Weekly earnings in 1998 averaged $633 in radio and television and $564 in cable and other pay television services. These earnings are quite a bit higher than the average of $442 for all private industry (Career Guide to Industries, 2000-01 Edition).
Trends in the Industry: Growth, Innovation and the Rise of Media Conglomerates
Perhaps one of the most significant and far-reaching developments in the broadcasting industry occurred with the widespread introduction of cable television, which happened at a rapid pace in the 1980s and 1990s. Growth in the cable industry can only be described as astronomical, increasing from 4.5 million subscribers in 1970 to 65 million in 1999. The amount of money spent on cable services in the U.S. likewise has exploded, from $5.5 billion in 1982 to $35 billion in 1999 (Cable Advertising Bureau, 1999).
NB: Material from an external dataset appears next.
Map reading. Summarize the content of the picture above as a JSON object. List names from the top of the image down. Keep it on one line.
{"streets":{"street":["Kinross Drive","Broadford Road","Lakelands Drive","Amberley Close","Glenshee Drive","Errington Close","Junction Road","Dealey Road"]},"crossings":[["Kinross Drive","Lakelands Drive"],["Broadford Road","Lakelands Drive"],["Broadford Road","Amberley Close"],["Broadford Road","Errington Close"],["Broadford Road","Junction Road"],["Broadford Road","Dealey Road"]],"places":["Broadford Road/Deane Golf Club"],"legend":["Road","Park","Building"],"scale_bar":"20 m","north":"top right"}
While certainly offering more viewing choices and expanding television employment opportunities, cable has greatly increased competition for viewers and advertising dollars. Brown (1996), for example, estimates that 60% of American homes now receive more than 30 channels, including a multitude of pay-per-view events, regional sports and information channels. This expansion has dramatically cut into the audience share and the advertisers that came with it once securely held by the television networks, eroding both their ratings and profits (Fortune Magazine, January 12, 1998; New York Times, January 11, 1998). Additional pressures have resulted from increasing production costs, forcing the industry to look for new ways to remain competitive a search that frequently ends in mergers and acquisitions.
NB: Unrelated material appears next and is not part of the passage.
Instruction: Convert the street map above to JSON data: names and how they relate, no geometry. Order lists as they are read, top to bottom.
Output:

A prime example of this trend was Disney's 1995 acquisition of ABC, transforming the former Hollywood heavyweight and theme park operator into a huge media conglomerate. The new Disney encompasses ABC radio, ABC network news, a bevy of television stations reaching 24.5% of all U.S. households, several newspapers and magazines, theme parks, record companies, book publishing, motion picture production and several cable stations, including A & E, Lifetime, the Disney Channel and ESPN (The Nation, March 17, 1997). But Disney is not unique. General Electric, for example, owns NBC, the cable network CNBC, 50% of MSNBC, GE Americom (satellites) and GE long distance telephone services. The CBSViacom merger brings CBS, MTV, VH1, converging industry comprising information and entertainment producers and the distributors of such content via cable, broadcast, satellite, publishing, the Internet, etc.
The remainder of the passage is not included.